The video of Thurman was used to demonstrate both the speed and power Thurman poses. After the video concluded B.J. Flores, who was used well the entire night interviewed Thurman about how the fighter uses visualization. Thurman gave an excellent, well-articulated description of exactly how he saw the fight going. Thurman visualized himself knocking Guerrero out, however said he did visualize a plan b, in which he would use his skills as a boxer to lead him to victory.

The introduction of both fighters left the viewer knowing that the crowd was going to be behind Thurman. Kenny Bayless was the third man in the ring and was given a strong review by Smoger for his refereeing throughout the bout. Albert continued to note how Thurman was very inexperienced when it came to fighting left handed fighters.

Thurman got out to a quick start winning the opening two rounds. The early rounds featured fast paced action where both fighters landed powerful punches. In the second round, Leonard noted how it appeared Thurman had hurt Guerrero with one of his powerful right hands. In the third round, Thurman and Guerrero’s head collided accidentally and left Thurman with a large welt on his forehead.

Throughout the bout, Thurman displayed both the speed, strength and defense that has made him such a highly touted prospect. The head movement of Thurman made him a difficult target to land punches on throughout the first half of the fight.

As the fight entered the seventh round the action had noticeably slowed from the earlier rounds. However, in the ninth round with his welt noticeably increased in size, Thurman was able to send Guerrero to the canvas. As the cameras began to zoom in and focus on the face of Guerrero as Bayless gave him the ten count, blood was streaming down from his eye. Guerrero beat the count before being saved by the bell before Thurman had a chance to finish the fight.

The knockdown seemed to energize Guerrero who seemed out of the fight following the knockout. Despite taking a powerful combination from Thurman, Guerrero was able to respond back with his own power punches. As Guerrero continued to fight and refused to back down the crowd turned it allegiances and loudly backed Guerrero.

However, it was all too late for Guerrero. Guerrero kept coming in the eleventh and twelfth rounds. As he was too far behind to win the fight by decision. Guerrero did stun Thurman in the final round but could not score the knockout he needed to win the fight.

As the bell rang to conclude the action on NBC, the judgers presented their scorecards. Thurman won unanimously by the scores of 120-107, 118-109 and 118-108. The victory cemented Thurman as a top contender within the 147lb division.

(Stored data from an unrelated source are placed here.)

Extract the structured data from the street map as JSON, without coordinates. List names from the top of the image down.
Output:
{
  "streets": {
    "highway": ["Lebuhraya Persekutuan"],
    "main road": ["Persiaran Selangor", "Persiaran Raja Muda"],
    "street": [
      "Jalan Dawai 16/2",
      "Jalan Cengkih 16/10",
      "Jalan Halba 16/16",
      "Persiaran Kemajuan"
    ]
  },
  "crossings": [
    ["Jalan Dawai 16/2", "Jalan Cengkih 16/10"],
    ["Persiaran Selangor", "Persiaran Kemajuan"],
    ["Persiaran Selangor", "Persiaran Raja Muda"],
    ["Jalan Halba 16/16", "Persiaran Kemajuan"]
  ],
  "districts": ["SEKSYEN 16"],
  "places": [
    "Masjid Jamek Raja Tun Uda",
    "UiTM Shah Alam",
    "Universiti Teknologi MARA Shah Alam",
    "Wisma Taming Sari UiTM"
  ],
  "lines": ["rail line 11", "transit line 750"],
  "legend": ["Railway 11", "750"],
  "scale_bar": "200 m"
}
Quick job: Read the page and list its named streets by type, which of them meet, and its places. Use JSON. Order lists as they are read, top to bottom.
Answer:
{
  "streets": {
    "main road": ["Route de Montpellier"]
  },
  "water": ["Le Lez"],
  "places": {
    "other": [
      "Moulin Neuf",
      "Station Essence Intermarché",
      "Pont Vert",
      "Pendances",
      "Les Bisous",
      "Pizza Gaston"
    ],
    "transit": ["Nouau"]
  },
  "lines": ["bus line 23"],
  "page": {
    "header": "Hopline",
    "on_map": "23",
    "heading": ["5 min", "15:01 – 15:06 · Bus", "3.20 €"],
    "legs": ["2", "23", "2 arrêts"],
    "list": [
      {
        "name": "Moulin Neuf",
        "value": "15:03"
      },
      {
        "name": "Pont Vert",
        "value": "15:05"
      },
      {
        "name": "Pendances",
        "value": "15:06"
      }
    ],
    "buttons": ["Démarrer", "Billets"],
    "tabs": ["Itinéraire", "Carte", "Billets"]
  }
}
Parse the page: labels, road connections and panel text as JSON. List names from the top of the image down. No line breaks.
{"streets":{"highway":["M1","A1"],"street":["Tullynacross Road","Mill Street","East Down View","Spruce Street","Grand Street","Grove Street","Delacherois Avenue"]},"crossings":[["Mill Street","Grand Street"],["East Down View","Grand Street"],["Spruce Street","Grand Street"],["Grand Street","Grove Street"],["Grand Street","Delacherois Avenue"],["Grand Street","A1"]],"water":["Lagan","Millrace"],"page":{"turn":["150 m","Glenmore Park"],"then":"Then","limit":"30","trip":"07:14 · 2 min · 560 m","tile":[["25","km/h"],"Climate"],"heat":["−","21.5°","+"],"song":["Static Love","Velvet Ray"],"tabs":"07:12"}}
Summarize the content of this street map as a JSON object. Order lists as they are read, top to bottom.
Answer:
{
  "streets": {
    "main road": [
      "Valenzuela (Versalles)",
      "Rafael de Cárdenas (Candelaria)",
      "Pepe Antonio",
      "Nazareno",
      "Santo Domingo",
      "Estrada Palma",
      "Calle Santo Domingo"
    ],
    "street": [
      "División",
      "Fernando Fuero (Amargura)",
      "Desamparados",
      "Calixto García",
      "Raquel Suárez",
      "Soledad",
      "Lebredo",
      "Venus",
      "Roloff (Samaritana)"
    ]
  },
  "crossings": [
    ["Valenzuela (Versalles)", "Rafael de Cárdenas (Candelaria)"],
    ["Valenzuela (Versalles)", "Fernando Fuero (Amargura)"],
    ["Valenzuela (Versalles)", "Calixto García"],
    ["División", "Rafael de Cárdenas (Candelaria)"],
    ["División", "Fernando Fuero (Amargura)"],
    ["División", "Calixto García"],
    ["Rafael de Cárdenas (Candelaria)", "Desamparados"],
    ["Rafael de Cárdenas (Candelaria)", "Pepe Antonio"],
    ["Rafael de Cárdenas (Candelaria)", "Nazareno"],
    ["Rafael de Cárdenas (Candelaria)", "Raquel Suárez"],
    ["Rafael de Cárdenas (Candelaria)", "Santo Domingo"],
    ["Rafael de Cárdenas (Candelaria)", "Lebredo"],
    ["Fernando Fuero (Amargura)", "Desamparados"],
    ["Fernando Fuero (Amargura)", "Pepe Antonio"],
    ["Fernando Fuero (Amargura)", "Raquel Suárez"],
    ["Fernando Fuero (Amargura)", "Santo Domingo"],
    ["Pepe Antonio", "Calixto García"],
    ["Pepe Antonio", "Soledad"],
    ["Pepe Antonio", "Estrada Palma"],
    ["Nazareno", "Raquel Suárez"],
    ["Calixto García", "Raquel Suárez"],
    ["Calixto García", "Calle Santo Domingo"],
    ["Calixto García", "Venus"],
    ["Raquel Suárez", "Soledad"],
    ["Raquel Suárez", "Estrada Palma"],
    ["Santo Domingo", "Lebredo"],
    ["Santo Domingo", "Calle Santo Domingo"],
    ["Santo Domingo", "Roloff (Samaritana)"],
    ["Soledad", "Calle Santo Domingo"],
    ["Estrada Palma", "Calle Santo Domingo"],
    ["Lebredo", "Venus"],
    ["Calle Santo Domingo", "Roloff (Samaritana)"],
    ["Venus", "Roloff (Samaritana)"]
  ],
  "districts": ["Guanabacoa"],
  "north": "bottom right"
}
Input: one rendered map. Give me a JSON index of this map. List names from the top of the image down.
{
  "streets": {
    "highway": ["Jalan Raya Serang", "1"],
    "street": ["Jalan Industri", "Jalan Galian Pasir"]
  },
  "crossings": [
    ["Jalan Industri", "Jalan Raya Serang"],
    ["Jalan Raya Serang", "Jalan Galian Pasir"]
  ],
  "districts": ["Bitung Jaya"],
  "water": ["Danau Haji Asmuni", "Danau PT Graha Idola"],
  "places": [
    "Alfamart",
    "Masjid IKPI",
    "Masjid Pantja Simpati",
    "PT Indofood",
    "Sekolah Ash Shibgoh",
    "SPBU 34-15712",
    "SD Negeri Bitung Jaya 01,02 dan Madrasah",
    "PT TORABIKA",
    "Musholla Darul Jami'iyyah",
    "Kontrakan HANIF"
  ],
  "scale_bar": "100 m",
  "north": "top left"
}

Some quick notes. I scored the first fight 119-109 in favour of Broner. With the victory, Broner would appear to be in line for the winner of one of two fights. Broner could challenge either winner in the April 11th PBC main event featuring Danny Garcia and Lamont Peterson. Or Broner could challenge the winner of Ruslan Provodnikov and Lucas Matthysse.

In the second fight I was generous and gave the last two rounds to Guerrero. I had Thurman winning 116-111. For Guerrero getting a next big fight will be an interesting proposition. Guerrero is positioned as an entertaining fighter but not an elite caliber fighter. A matchup with former Mayweather opponent Marcos Maidana could provide boxing fans with the most entertaining matchup.

For Thurman, his next opponent will likely be a fighter considered to be in the top five rating of The Ring Magazine’s welterweight division. A matchup with another young up and coming such as Kell Brook or Shawn Porter would be an excellent matchup. However both fighters are currently signed for upcoming fights. Two fighters who are not signed for a fight that would be interested in a fight with Thurman include Juan Manuel Marquez and Amir Khan. With Thurman receiving mainstream exposure, a Marquez matchup could headline a pay-per view and generate 300-400 thousand buys. But with pay-per view considered a business on the decline, Thurman may angle for another PBC fight with Amir Khan to build his profile before angling for a bigger pay-per view fight and payday.

The night can be considered successful by NBC as the network won the night generating a 2.53 rating and 3.13 million viewers. The results are interesting as they outdrew the last UFC on Fox card featuring Alexander Gustafsson and Anthony Johnson.